Elle est partie chez elle, accompagnée, entourée, choyée, apaisée, aimée, sans souffrir. Mais elle est partie. Nous te devions bien ça au regard de toutes ces années que tu as passées, seule ou quasiment, à t’occuper de tout pendant qu’il allait courir le monde pour une médaille, un podium ou un contretemps bien envoyé.

Demain, nous l’entendrons encore, mais autrement, demander, comme elle le faisait tous les matins: « Alors, il n'est pas mort, Poutine? ». Elle s'en est allée avant lui, la belle.

« Aujourd’hui, maman est morte ». 


C’est dit.

08 décembre 2024

Voyage voyage... Voyage

Ce sont trois jeunes jeunesses qui, dix minutes avant le départ ont pris le wagon d’assaut. Elles ont déboulé salle haute, adolescentes, volubiles, souriantes, enthousiastes, excitées et américaines. Elles pouffaient pas mal, parlaient fort, éclataient de rire souvent, surjouaient tout le temps avec cette agaçante énergie que peuvent avoir parfois les nords américains, en étant souvent trop tout. Tout, pour elles semblait merveilleux, amazing, crazy, cute à nous faire redécouvrir l’émerveillement insensé d’être assis terré dans un wagon Ouigo  en fin de vie. 

Ici, la vérité, enfin la nôtre, c’est que c’était vieux, sale, abimé par le temps, les allers retours innombrables, le ménage rare et les voyageurs indélicats. Ici, c’était terne et pour tout dire objectivement moche. Nous aurions pu, tous voyager dans un wagon de première que ça nous aurait procuré un plaisir inouï. Et ces trois jeunes filles là, en quelques éclats de phrases avaient rendu cet endroit lumineux et embelli le trajet à venir. Et puis une fois leurs bagages rangés, une fois leurs vestes enlevées il y eut cette annonce : En raison de problèmes techniques : que le conducteur va s’empresser d’essayer de résoudre nous ne partirons pas à l’heure. Nous nous excusons pour cette gène occasionnée bla bla bla… Alors ma voisine a gentiment expliqué aux adolescentes ce qui se passait dans leur langue.

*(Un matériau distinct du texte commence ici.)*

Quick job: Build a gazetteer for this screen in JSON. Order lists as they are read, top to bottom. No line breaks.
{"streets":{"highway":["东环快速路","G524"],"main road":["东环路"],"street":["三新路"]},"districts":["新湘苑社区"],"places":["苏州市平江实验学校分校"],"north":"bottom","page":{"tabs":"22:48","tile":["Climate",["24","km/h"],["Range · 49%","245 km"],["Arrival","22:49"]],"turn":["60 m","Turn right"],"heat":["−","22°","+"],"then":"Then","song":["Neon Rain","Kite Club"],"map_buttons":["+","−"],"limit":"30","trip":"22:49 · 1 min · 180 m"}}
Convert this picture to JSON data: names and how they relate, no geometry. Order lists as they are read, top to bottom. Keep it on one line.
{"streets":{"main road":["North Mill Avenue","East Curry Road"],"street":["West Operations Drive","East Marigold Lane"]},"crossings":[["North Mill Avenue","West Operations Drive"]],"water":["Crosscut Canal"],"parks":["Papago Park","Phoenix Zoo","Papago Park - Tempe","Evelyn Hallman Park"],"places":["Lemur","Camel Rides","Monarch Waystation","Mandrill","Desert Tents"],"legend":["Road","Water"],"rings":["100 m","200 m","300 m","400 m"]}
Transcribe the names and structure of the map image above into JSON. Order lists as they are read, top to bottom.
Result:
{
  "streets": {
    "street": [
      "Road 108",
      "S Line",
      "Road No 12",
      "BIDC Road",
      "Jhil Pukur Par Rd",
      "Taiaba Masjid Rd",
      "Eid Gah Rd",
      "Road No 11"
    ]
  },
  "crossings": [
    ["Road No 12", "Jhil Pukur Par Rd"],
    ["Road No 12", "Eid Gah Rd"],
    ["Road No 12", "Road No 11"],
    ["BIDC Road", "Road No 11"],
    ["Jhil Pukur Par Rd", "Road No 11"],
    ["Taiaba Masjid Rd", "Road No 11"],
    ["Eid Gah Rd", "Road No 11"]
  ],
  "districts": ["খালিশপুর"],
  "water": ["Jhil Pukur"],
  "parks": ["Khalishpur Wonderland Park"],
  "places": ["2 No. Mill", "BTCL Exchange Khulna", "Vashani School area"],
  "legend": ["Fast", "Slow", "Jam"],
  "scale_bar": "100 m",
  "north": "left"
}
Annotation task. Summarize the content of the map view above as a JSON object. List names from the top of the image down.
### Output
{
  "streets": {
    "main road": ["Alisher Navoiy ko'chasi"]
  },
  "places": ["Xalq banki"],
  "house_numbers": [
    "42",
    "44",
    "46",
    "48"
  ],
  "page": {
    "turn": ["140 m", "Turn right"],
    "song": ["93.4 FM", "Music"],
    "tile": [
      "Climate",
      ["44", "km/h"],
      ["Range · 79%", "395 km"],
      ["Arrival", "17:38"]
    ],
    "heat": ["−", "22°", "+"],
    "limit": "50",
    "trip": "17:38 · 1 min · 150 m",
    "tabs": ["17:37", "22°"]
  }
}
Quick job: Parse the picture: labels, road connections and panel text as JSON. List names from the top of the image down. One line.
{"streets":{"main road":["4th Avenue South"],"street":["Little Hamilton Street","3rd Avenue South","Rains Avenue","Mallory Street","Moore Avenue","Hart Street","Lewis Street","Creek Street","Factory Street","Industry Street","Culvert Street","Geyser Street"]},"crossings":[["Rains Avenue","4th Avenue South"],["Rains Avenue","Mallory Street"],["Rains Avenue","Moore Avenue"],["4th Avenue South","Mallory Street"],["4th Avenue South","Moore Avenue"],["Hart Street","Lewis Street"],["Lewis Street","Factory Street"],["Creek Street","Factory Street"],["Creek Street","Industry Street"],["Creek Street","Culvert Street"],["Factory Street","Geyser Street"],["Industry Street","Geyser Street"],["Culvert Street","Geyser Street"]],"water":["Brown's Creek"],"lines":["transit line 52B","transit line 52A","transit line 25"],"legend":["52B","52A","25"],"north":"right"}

Il n’y eut qu’elles dans tout le compartiment pour trouver ça cute, formidable. Dans l’air flottaient des relents de rougne et commençaient à monter des : Ah bravo Ouigo, ça commence, pas déjà partis qu’on est déjà arrêté, comme d’habitude on sera en retard, en somme l’habituel, le commun, le banal, le rien venant. Nous étions aussi prompts à râler qu’un coureur de cent mètres à arriver. Alors une autre annonce est venue troubler leurs gazouillages : « Mesdames et messieurs les voyageurs, l’attente avant le départ sera sans doute plus longue que prévue vous pouvez descendre sur le quai mais ne vous éloignez pas. » Elles piapiataient fortement quand elles ont commis l’erreur qu’il ne fallait pas commettre. Elles ont décidé de descendre pour aller acheter de l’eau. Elles n’ont pas compris ne vous éloignez pas, nous allons repartir sous peu…

Quelques minutes après, le silence revenu dans le wagon du fait de leurs absences, le train, d’un coup, s’est ébranlé. Nous allions partir, nous partions, sans elles à bord. Leurs bagages désormais seuls, abandonnés. Nous nous les sommes imaginées revenir leurs bouteilles à la main ne trouvant plus leur train le long du quai. Leurs désarrois, leurs inquiétudes leurs paniques. Une vague d’empathie nous a douché. Les pauvres. Puis le réel est revenu. Heureusement elles n’étaient pas parties sans leurs sacs à mains, donc pas sans portable, ni passeport. Elles allaient pouvoir communiquer, on allait pouvoir les joindre. On a regroupé leurs sacs et valises et on a couru en toucher deux trois mots avec les contrôleurs. Les choses se sont organisées et cette fois on peut ne pas bavouiller sur l’entreprise. Les contrôleurs ont été parfaits. Elles ont été jointes, elles ont été placées sur le train suivant, leurs affaires ont été surveillées puis débarquées à leur arrivée et trois billets ont été émis pour atteindre leur destination. Leur voyage ne serait bientôt plus qu’une péripétie à raconter, qu’un souvenir joyeux qui, cependant fait un peu peur, qu’une aventure qui se termine bien mais pas un scénario niais d'un film de Liam Neeson.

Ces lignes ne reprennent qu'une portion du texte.